Nagios: https://exchange.nagios.org/directory/Plugins/Operating-Systems/*-Virtual-Environments/VMWare/box293_check_vmware/details

Promethus : https://github.com/sapcc/vcenter-exporter/blob/master/vcenter-exporter.py

/cc @timhallinflux

mkuzmin commented 7 years ago

I found there is a PR for native vSphere plugin by @mlabouardy opened since April at #2682.

But the plugin is not complete yet.
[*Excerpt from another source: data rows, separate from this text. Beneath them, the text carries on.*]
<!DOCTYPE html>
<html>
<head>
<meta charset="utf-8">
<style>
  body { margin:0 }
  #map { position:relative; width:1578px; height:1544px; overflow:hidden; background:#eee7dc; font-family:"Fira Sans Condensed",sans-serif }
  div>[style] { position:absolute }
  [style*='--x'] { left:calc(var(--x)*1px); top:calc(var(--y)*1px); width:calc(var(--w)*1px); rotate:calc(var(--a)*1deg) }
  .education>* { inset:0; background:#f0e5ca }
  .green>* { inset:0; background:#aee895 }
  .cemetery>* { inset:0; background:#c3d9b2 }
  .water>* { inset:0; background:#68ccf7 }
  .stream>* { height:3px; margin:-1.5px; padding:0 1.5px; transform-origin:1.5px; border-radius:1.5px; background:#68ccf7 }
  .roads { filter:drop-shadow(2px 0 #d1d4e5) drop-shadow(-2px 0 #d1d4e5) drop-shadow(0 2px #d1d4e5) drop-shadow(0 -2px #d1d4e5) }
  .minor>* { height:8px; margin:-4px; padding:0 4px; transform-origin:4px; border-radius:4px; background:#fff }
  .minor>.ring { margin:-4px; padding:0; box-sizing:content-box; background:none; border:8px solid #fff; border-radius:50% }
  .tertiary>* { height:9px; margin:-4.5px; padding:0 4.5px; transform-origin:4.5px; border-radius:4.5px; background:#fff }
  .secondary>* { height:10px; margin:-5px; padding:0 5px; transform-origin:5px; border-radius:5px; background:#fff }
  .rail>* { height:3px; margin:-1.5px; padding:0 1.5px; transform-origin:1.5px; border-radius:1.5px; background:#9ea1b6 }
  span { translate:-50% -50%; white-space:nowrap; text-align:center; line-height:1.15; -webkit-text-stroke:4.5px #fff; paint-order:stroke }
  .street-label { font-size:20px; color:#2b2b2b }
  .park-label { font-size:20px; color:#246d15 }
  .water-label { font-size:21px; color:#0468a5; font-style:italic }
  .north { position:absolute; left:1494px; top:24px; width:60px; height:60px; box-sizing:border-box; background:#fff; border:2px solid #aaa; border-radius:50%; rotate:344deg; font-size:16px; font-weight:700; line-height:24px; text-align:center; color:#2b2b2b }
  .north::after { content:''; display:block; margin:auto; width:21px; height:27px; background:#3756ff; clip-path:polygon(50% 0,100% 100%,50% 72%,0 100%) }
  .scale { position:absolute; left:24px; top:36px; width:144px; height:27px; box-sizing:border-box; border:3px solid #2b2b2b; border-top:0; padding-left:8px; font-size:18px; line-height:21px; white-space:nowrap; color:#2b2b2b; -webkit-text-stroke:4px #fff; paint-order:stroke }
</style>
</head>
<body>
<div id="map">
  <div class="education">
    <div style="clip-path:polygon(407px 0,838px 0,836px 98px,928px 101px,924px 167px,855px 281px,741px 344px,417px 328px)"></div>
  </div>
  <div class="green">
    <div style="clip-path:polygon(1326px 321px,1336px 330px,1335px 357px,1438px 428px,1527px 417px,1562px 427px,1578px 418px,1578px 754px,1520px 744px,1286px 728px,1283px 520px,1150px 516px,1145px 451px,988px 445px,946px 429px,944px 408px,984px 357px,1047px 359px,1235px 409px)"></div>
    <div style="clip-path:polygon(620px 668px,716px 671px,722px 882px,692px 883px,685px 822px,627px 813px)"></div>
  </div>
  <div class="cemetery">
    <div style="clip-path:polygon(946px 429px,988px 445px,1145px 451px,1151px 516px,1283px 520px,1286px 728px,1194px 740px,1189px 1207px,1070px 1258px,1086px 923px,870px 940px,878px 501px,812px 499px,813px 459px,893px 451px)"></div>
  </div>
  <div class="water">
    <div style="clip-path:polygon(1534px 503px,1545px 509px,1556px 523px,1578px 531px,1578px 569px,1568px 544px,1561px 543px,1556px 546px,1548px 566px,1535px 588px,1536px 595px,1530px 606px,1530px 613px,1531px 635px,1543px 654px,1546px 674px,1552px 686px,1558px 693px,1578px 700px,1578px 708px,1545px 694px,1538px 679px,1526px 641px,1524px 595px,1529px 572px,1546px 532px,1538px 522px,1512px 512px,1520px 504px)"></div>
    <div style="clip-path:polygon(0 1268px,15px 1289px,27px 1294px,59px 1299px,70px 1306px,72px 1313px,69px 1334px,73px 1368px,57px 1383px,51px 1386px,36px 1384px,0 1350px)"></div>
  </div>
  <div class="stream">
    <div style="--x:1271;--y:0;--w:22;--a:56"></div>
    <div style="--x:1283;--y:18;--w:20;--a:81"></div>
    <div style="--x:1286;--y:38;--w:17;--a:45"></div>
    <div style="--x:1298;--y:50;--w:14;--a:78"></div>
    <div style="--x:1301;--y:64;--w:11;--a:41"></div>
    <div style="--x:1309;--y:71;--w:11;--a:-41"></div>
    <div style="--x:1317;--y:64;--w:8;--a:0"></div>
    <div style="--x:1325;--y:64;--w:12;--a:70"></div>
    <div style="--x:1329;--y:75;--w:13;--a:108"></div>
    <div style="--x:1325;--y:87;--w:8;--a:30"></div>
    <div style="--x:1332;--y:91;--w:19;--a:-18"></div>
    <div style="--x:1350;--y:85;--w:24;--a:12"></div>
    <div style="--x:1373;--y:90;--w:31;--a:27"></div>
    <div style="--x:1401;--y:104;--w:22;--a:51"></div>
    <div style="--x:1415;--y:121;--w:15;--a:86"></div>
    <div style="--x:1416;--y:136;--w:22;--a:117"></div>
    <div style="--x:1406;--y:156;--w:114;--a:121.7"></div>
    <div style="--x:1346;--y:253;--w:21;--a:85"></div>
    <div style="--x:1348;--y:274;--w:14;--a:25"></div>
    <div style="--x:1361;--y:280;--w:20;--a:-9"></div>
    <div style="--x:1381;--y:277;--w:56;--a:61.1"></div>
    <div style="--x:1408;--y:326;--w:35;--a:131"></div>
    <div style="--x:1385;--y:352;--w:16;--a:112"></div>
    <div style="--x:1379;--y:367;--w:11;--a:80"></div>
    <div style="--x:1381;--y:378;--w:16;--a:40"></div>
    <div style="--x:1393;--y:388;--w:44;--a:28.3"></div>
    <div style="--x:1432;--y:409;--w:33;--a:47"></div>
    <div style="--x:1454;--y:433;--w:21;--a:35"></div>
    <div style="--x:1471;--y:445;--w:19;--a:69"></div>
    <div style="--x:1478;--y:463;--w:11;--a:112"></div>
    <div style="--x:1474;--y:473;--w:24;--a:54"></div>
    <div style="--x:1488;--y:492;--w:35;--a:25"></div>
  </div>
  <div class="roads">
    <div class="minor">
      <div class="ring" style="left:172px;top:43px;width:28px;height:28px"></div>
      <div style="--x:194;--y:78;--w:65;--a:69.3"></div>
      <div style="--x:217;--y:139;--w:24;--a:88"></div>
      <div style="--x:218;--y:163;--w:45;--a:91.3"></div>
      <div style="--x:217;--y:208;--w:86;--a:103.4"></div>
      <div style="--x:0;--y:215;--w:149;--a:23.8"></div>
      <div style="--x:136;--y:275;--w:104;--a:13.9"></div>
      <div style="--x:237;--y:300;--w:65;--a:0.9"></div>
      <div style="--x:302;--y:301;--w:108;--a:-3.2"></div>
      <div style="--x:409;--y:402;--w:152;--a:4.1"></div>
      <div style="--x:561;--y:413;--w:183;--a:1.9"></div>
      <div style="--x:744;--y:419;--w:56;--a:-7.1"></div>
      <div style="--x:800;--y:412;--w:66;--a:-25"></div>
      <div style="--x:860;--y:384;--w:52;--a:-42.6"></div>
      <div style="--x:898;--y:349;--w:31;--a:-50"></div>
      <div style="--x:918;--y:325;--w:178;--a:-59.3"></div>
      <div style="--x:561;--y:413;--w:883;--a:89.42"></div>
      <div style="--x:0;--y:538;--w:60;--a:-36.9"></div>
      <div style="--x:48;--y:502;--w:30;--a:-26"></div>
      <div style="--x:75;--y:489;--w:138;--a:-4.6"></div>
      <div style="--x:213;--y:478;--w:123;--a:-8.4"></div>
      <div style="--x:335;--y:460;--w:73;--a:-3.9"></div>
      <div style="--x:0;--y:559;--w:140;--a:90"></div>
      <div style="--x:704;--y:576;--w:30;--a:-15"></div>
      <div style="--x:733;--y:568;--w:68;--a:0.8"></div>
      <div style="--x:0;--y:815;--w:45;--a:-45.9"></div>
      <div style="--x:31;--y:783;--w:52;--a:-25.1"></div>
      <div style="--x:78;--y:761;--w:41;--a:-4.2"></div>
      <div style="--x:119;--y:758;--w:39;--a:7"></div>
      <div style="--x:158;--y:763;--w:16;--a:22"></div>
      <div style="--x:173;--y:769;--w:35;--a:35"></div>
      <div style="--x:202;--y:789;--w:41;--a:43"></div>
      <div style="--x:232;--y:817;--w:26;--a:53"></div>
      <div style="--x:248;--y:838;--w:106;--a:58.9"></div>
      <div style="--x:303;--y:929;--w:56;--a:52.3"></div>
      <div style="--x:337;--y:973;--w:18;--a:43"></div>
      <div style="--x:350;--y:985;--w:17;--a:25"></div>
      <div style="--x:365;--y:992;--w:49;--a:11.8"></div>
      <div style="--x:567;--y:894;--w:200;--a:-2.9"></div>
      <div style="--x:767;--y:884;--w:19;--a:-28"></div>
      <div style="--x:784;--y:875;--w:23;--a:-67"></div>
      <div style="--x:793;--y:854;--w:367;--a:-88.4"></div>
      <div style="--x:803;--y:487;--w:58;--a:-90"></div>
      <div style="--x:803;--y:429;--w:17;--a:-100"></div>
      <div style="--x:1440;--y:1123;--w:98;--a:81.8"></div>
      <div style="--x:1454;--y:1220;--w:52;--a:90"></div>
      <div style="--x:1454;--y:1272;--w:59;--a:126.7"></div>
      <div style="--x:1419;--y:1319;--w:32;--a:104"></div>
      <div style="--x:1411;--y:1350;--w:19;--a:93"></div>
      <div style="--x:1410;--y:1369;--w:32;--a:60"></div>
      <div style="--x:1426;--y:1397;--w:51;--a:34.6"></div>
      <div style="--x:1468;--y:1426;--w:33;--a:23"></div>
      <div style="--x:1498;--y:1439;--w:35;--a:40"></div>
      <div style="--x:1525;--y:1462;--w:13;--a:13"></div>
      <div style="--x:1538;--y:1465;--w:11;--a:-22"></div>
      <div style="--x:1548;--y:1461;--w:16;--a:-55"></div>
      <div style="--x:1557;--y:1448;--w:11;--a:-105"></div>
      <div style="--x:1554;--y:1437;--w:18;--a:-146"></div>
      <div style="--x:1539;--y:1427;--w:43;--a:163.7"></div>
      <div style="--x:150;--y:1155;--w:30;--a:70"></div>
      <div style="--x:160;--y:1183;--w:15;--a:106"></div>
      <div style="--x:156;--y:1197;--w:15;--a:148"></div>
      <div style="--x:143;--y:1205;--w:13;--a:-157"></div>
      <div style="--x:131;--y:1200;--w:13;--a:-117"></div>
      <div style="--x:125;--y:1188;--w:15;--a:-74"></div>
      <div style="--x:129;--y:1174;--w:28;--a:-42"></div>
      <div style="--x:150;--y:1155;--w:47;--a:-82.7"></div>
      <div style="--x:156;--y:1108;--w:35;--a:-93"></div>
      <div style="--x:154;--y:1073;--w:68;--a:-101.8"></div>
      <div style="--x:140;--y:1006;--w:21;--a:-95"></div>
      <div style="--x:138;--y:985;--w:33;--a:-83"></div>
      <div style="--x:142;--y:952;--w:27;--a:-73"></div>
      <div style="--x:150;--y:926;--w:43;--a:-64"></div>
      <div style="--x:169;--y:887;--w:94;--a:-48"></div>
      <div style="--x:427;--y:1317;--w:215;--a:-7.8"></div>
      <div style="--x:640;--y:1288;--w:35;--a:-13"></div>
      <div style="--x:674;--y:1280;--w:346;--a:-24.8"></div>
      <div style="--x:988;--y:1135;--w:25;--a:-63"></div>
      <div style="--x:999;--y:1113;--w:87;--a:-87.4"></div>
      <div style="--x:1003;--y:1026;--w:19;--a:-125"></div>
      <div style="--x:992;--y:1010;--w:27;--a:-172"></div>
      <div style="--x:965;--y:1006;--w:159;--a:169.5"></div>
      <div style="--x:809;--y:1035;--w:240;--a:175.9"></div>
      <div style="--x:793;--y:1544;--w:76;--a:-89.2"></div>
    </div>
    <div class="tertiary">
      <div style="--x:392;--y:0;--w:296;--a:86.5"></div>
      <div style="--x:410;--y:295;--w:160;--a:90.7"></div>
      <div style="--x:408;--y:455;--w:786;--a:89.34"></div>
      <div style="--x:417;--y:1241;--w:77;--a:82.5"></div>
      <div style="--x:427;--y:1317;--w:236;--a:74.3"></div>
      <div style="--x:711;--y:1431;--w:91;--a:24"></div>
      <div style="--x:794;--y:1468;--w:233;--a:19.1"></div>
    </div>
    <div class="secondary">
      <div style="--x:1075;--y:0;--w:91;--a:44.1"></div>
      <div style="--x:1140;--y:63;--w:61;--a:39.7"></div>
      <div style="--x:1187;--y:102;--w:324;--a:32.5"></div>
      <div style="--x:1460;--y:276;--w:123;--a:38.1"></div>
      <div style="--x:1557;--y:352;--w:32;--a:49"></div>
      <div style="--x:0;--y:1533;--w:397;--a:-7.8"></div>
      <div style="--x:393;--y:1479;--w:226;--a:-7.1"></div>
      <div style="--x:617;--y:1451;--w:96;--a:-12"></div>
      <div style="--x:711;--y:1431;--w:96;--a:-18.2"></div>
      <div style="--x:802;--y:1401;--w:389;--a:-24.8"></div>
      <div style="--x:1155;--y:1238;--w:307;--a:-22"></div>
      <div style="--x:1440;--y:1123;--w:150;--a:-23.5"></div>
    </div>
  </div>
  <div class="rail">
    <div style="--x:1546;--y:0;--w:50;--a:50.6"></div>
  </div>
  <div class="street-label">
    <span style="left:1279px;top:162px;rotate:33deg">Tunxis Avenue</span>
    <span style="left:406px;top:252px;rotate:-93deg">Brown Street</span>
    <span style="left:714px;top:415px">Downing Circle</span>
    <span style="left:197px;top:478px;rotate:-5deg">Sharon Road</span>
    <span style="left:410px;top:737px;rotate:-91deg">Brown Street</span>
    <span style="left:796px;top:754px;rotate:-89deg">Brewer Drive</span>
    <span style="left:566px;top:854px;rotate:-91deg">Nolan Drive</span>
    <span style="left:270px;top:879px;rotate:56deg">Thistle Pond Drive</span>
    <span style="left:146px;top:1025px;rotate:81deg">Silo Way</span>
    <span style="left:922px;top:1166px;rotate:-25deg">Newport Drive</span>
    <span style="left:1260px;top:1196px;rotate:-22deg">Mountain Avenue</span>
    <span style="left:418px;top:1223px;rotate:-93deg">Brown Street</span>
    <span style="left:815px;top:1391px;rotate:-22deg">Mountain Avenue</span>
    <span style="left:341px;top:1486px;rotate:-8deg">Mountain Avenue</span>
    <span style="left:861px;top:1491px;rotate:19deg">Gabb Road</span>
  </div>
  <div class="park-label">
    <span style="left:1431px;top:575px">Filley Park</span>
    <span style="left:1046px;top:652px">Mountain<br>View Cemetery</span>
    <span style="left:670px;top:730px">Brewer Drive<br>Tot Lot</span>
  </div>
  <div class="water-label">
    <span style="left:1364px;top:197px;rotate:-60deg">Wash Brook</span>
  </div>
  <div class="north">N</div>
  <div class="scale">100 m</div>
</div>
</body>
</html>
At the moment I keep my contributions at https://github.com/mkuzmin/telegraf/commits/vsphere

If anyone wants to try, here are binaries https://github.com/mkuzmin/telegraf/releases/

mkuzmin commented 7 years ago

I suppose my fork is pretty complete now. Telegraf now can collect metrics from hosts, filter objects by mask, handle errors. Fields are renamed in line to titles in user interface.

I'd like to have early feedback, especially about new field naming scheme. Please check out README and binaries.

exbane commented 7 years ago

I will check it out when I'm back from vacation On Wed, Jul 26, 2017 at 7:46 PM Michael Kuzmin notifications@github.com wrote:

I suppose my fork is pretty complete now. Telegraf now can collect metrics from hosts, filter objects by mask, handle errors. Fields are renamed in line to titles in user interface.

I'd like to have early feedback, especially about new field naming scheme. Please check out README https://github.com/mkuzmin/telegraf/blob/vsphere/plugins/inputs/vsphere/README.md and binaries https://github.com/mkuzmin/telegraf/releases.

— You are receiving this because you authored the thread. Reply to this email directly, view it on GitHub https://github.com/influxdata/telegraf/issues/1420#issuecomment-318215219, or mute the thread https://github.com/notifications/unsubscribe-auth/AL3urUoScQy8k15e-H3WYINGeQ84TXlzks5sR8_GgaJpZM4I-M7i .

MicKBfr commented 7 years ago

Hi,

That's a good start

Don't forget to collect IOPS and latency for disk and datastore and have tag by esx, datastore for each VM.

At this time i used https://github.com/Oxalide/vsphere-influxdb-go to collect IOPS per datastore and find which VM is responsible of high IOPS...

Thanks,

mjseid commented 7 years ago

@mkuzmin would be nice to include a tag for the cluster a resource is in. I believe it would be useful for most folks, since its more common to monitor for example memory usage of a cluster vs individual hosts to know when to add cluster capacity.